## Activity
Once the pictures are removed, restate the data below word for word.
START Source data
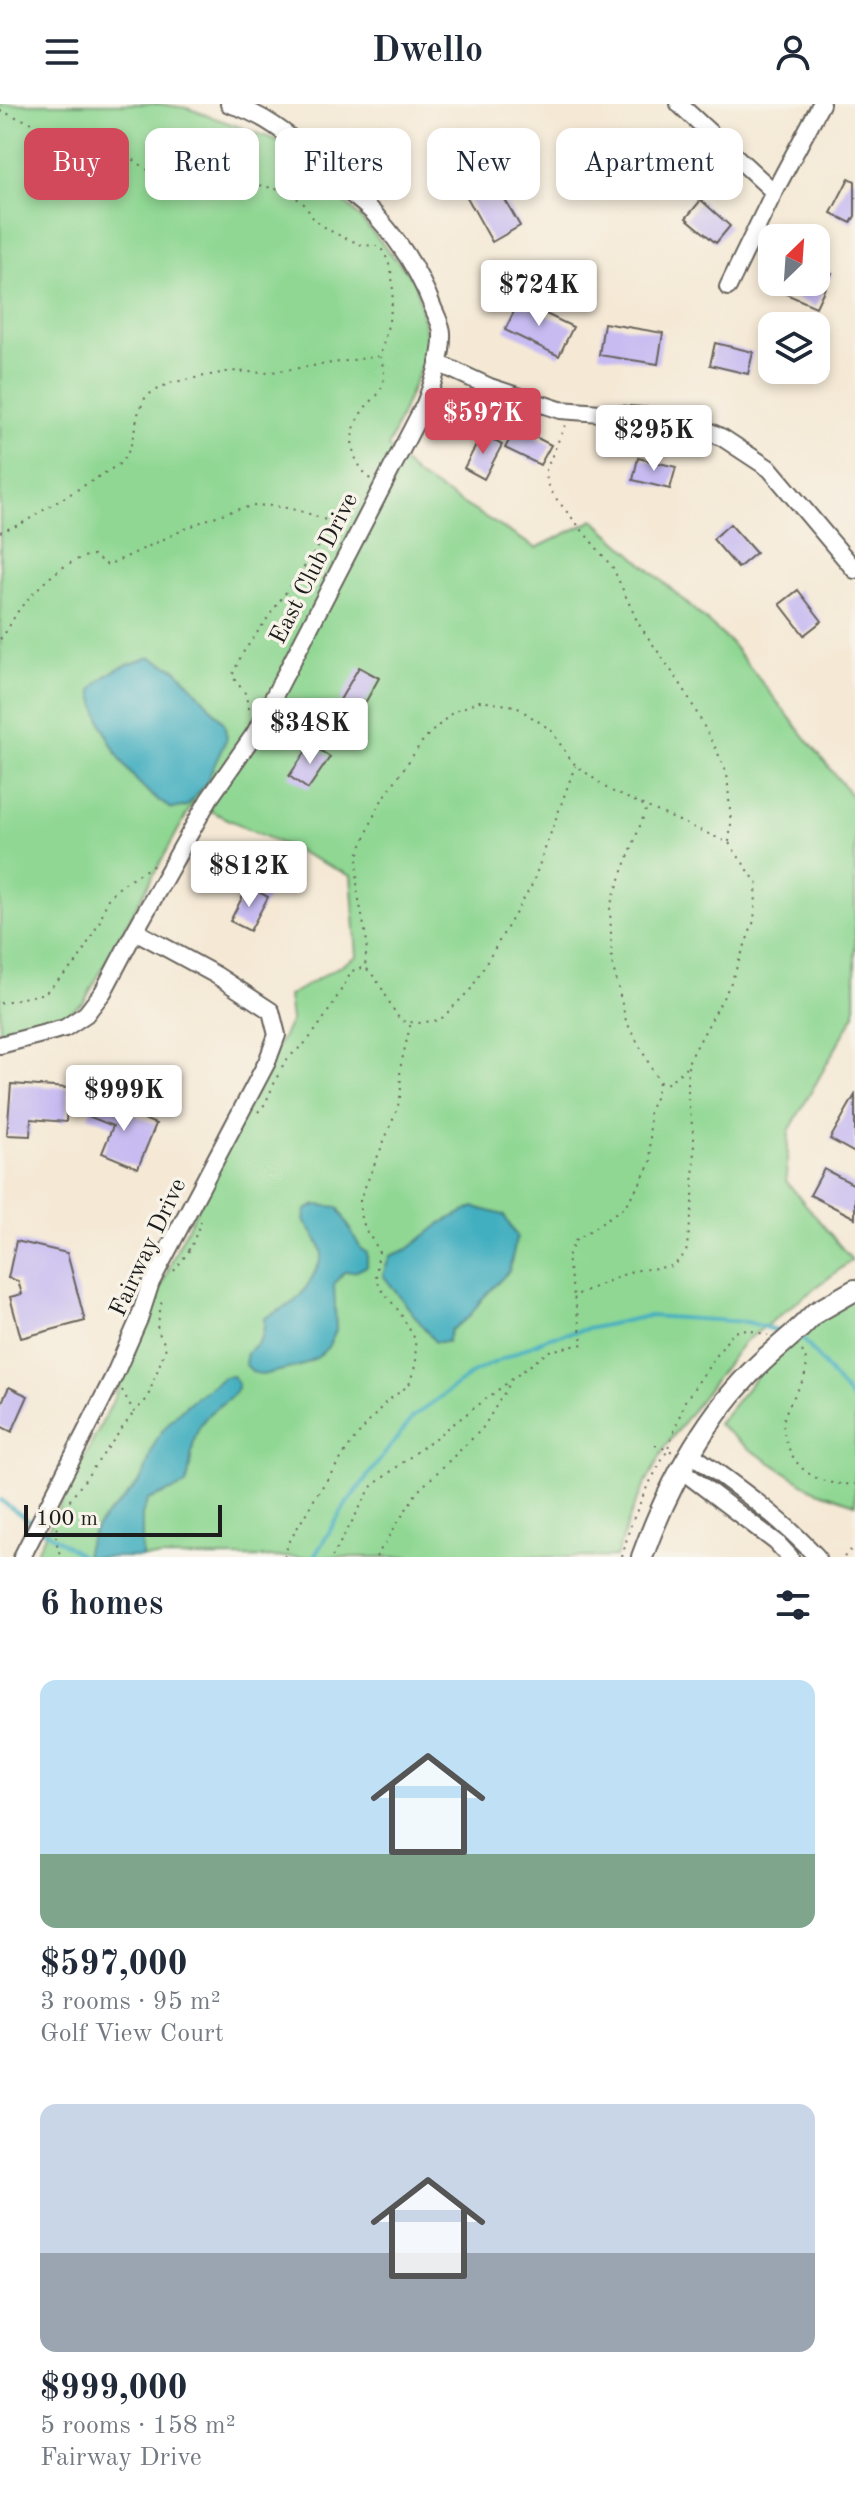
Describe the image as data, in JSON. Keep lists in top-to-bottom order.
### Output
{
  "streets": {
    "street": ["East Club Drive", "Fairway Drive"]
  },
  "crossings": [
    ["East Club Drive", "Fairway Drive"]
  ],
  "scale_bar": "100 m",
  "north": "top right",
  "page": {
    "header": "Dwello",
    "chip": [
      "Buy",
      "Rent",
      "Filters",
      "New",
      "Apartment"
    ],
    "price": [
      "$724K",
      "$597K",
      "$295K",
      "$348K",
      "$812K",
      "$999K"
    ],
    "scale": "100 m",
    "heading": "6 homes",
    "list": [
      {
        "name": "$597,000",
        "note": "3 rooms · 95 m² · Golf View Court"
      },
      {
        "name": "$999,000",
        "note": "5 rooms · 158 m² · Fairway Drive"
      }
    ]
  }
}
END Source data
## The answer
Describe the image as data, in JSON. Keep lists in top-to-bottom order.
### Output
{
  "streets": {
    "street": ["East Club Drive", "Fairway Drive"]
  },
  "crossings": [
    ["East Club Drive", "Fairway Drive"]
  ],
  "scale_bar": "100 m",
  "north": "top right",
  "page": {
    "header": "Dwello",
    "chip": [
      "Buy",
      "Rent",
      "Filters",
      "New",
      "Apartment"
    ],
    "price": [
      "$724K",
      "$597K",
      "$295K",
      "$348K",
      "$812K",
      "$999K"
    ],
    "scale": "100 m",
    "heading": "6 homes",
    "list": [
      {
        "name": "$597,000",
        "note": "3 rooms · 95 m² · Golf View Court"
      },
      {
        "name": "$999,000",
        "note": "5 rooms · 158 m² · Fairway Drive"
      }
    ]
  }
}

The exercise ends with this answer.